━━ Provided data ━━

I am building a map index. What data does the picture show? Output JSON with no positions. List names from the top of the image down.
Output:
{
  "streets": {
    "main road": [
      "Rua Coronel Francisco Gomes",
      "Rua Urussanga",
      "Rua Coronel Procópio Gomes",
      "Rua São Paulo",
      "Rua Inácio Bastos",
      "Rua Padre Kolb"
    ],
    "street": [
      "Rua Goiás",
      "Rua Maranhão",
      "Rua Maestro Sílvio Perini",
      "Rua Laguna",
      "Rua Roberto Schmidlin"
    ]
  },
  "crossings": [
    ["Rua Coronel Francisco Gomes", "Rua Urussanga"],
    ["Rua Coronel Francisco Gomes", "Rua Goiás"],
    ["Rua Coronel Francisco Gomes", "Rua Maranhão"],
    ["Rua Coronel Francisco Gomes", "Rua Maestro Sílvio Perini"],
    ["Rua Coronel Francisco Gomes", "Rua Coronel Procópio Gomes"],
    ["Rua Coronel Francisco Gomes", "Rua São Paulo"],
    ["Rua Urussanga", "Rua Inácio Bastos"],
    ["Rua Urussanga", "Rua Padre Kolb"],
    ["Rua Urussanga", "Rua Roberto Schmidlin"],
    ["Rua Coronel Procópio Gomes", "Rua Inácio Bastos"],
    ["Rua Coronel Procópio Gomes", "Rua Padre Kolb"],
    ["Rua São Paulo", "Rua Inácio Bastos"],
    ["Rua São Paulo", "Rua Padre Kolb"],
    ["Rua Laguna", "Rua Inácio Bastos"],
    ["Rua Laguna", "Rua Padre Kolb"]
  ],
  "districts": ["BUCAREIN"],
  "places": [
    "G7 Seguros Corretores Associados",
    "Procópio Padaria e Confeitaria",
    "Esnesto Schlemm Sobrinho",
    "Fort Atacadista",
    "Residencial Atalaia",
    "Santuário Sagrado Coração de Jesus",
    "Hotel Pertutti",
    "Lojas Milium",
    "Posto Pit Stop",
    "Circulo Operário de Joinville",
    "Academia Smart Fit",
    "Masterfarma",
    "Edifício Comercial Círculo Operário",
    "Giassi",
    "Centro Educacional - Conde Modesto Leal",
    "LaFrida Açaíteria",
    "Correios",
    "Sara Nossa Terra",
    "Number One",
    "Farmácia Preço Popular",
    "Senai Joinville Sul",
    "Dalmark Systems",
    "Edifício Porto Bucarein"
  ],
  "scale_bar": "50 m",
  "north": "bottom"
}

━━━

Which lines of the data contain "Francisco"? Copy them all.

      "Rua Coronel Francisco Gomes",
    ["Rua Coronel Francisco Gomes", "Rua Urussanga"],
    ["Rua Coronel Francisco Gomes", "Rua Goiás"],
    ["Rua Coronel Francisco Gomes", "Rua Maranhão"],
    ["Rua Coronel Francisco Gomes", "Rua Maestro Sílvio Perini"],
    ["Rua Coronel Francisco Gomes", "Rua Coronel Procópio Gomes"],
    ["Rua Coronel Francisco Gomes", "Rua São Paulo"],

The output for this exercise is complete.